DBRS Morningstar believes that the CCC transaction increases geographic, client, and services diversification as well as growth potential of TELUS International; however, in the near-term, the consolidated risk profile of the entire entity is modestly higher, thus pressuring the current rating toward the lower end of the current rating category. As a result, a negative rating action may occur if organic operating performance were to grow below expectations and/or leverage were to remain elevated over a multi-year period or if the Company were to continue to aggressively pursue additional debt-financed acquisition activity or debt-financed material distribution to shareholders.

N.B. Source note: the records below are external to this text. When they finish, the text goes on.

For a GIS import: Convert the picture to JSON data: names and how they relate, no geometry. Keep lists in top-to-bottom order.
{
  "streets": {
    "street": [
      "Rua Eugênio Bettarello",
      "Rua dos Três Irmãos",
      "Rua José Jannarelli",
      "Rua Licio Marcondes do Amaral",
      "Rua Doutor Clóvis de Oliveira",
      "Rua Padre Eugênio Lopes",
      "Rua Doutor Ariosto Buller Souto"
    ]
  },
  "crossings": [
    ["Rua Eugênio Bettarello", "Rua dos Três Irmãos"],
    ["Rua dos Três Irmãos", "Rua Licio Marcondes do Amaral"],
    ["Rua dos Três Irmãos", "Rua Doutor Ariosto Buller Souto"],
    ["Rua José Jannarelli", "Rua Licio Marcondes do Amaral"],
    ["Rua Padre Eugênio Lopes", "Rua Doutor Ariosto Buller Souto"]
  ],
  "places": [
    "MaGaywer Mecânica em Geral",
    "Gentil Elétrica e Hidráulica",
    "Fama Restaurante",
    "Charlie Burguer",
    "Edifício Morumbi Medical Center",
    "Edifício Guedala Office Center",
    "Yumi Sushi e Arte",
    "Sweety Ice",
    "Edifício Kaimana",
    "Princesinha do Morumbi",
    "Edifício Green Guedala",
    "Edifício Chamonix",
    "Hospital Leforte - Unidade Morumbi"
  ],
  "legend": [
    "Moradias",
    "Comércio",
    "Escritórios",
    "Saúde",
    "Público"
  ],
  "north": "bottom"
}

Furthermore, DBRS Morningstar believes a positive rating action is highly unlikely over the foreseeable future due to the competitive landscape, high level of capital intensity, the higher level of acquisition-driven leverage, and material distributions to shareholders.
Notes:
All figures are in Canadian dollars unless otherwise noted.
The principal methodologies are Rating Companies in the Communications Industry, DBRS Criteria: Commercial Paper Liquidity Support for Non-Bank Issuers, DBRS Criteria: Guarantees and Other Forms of Support, and DBRS Morningstar Criteria: Rating Corporate Holding Companies and Parent/Subsidiary Rating Relationships, which can be found on dbrs.com under Methodologies & Criteria.
The related regulatory disclosures pursuant to the National Instrument 25-101 Designated Rating Organizations are hereby incorporated by reference and can be found by clicking on the link under Related Documents or by contacting us at [email protected].
The rated entity or its related entities did participate in the rating process for this rating action. DBRS Morningstar had access to the accounts and other relevant internal documents of the rated entity or its related entities in connection with this rating action.